§ Information shown:
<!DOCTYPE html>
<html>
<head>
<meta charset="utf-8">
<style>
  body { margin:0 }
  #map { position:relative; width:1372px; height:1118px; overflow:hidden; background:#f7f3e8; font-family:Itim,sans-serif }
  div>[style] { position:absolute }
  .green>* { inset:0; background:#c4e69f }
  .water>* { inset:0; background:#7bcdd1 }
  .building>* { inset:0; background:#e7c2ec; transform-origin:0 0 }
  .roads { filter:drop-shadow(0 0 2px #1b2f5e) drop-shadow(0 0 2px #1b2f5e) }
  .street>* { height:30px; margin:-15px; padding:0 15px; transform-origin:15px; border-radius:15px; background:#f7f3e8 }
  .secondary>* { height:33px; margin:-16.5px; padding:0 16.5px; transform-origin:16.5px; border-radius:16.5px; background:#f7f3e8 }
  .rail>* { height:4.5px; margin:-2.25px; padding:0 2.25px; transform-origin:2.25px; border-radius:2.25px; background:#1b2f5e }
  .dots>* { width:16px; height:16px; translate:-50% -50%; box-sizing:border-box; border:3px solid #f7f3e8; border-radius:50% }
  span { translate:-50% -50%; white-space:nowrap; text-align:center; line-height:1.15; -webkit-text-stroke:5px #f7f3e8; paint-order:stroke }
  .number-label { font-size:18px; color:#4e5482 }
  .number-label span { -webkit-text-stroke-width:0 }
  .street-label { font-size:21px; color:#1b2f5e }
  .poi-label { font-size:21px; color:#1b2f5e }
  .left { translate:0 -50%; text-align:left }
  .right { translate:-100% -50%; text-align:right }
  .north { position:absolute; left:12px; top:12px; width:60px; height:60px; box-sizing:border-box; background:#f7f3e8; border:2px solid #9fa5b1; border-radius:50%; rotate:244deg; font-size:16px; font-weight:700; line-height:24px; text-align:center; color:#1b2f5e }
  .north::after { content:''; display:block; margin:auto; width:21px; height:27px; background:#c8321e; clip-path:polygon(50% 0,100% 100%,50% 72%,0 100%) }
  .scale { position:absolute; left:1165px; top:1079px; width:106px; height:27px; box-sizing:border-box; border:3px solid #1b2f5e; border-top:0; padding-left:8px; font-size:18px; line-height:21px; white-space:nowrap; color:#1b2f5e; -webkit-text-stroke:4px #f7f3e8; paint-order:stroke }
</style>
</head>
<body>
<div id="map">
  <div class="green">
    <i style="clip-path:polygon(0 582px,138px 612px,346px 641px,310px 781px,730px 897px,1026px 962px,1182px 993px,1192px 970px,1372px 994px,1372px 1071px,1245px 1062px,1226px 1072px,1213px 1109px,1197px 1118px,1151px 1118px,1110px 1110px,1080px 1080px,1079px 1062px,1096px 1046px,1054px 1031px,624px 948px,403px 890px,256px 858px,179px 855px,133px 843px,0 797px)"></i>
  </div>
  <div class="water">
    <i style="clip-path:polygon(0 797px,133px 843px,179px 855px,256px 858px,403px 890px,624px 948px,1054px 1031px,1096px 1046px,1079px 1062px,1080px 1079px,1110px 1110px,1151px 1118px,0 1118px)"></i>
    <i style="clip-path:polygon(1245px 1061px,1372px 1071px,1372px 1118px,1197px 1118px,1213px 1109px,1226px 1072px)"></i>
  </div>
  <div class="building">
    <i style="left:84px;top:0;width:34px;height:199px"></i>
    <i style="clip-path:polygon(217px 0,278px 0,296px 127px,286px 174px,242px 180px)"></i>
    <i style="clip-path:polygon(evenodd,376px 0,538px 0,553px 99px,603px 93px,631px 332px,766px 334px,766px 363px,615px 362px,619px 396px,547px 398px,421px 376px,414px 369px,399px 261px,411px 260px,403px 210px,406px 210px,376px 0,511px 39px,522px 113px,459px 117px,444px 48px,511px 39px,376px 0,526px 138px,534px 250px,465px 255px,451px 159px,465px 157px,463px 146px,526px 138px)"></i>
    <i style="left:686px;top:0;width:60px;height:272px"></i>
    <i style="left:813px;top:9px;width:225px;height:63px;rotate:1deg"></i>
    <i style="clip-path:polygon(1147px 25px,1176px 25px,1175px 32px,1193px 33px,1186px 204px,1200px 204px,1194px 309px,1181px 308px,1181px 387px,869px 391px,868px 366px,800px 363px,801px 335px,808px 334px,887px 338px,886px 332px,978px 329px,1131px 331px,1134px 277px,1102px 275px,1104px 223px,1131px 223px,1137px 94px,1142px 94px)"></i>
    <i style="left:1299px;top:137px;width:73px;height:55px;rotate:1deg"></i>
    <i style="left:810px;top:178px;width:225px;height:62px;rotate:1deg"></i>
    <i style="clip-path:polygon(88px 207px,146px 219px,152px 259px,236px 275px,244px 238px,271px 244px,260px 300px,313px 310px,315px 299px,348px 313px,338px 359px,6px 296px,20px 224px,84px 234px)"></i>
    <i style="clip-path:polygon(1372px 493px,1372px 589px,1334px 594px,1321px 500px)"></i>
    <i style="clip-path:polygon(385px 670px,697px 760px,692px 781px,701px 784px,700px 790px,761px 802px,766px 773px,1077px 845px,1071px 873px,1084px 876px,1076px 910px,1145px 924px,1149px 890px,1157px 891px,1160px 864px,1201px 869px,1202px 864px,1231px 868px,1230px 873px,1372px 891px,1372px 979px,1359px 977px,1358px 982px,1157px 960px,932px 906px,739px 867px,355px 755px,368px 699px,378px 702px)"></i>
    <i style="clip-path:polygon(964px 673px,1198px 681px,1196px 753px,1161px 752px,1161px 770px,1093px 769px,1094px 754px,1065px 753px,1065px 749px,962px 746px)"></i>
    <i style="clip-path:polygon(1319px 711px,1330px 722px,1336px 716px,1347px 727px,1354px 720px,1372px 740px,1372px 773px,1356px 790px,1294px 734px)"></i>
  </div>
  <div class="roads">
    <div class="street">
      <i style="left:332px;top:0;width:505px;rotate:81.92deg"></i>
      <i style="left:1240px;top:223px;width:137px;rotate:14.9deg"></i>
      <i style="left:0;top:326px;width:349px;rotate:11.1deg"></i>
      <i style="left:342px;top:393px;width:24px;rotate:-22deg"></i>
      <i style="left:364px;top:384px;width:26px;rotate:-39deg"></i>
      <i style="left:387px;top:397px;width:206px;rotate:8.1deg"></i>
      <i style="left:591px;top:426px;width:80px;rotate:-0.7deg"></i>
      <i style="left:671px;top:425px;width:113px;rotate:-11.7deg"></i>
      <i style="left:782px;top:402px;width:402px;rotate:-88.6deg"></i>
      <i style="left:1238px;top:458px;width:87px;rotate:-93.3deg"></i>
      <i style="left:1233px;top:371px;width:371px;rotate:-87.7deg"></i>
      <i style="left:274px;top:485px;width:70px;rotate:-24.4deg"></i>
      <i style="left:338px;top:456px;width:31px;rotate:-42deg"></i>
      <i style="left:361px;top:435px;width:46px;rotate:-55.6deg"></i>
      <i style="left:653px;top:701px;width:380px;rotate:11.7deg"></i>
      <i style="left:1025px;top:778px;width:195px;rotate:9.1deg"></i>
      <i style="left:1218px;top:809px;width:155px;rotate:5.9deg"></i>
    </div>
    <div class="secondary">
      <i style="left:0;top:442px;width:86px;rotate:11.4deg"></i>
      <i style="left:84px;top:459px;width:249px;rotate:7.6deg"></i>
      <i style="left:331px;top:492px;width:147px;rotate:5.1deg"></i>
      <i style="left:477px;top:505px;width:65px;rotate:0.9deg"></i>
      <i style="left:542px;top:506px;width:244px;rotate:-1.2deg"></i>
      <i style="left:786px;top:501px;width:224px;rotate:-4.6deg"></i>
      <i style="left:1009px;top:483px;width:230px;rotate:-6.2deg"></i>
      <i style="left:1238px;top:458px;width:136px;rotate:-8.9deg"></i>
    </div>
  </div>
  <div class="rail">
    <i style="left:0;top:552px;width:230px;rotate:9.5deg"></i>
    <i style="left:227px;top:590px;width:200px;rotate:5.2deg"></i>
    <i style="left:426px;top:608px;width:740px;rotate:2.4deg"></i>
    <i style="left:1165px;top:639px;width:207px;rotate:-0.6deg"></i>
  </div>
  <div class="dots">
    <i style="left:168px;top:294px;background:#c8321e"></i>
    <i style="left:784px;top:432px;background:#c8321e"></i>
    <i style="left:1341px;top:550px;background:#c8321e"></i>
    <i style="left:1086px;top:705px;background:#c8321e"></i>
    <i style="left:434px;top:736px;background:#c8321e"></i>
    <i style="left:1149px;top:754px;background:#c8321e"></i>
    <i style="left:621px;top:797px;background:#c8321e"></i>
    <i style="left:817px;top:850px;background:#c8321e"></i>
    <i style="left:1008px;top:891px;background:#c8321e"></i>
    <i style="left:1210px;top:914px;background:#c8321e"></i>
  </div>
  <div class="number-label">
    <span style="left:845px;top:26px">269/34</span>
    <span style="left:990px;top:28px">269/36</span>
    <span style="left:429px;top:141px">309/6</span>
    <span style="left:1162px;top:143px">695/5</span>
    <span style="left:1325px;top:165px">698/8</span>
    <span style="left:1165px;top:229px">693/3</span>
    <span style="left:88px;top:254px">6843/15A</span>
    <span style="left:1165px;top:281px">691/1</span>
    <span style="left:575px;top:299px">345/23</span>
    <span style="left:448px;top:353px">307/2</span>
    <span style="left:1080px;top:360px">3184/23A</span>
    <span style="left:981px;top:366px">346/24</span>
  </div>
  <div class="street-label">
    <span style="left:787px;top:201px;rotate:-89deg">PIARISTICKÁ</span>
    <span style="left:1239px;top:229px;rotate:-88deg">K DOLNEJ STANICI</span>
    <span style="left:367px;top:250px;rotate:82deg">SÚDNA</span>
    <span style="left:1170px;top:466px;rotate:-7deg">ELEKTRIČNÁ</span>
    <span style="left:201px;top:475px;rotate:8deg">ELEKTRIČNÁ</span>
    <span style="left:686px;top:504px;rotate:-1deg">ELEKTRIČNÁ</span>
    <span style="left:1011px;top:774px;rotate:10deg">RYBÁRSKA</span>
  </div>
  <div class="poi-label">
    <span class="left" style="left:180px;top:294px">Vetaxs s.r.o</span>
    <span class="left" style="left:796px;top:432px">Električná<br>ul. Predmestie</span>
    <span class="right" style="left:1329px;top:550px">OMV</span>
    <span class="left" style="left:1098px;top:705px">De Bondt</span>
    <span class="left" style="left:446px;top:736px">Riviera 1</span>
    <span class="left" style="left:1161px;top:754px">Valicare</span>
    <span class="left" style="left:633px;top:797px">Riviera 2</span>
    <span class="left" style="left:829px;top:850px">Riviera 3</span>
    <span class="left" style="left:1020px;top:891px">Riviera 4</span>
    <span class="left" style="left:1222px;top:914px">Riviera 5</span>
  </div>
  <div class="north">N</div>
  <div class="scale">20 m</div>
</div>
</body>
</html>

§ Exercise details: Where the line with "filter:drop-shadow(0 0 2px" ends, your copy should end too; please return exactly the lines from the first line of the data through it.

§ Written solution:
<!DOCTYPE html>
<html>
<head>
<meta charset="utf-8">
<style>
  body { margin:0 }
  #map { position:relative; width:1372px; height:1118px; overflow:hidden; background:#f7f3e8; font-family:Itim,sans-serif }
  div>[style] { position:absolute }
  .green>* { inset:0; background:#c4e69f }
  .water>* { inset:0; background:#7bcdd1 }
  .building>* { inset:0; background:#e7c2ec; transform-origin:0 0 }
  .roads { filter:drop-shadow(0 0 2px #1b2f5e) drop-shadow(0 0 2px #1b2f5e) }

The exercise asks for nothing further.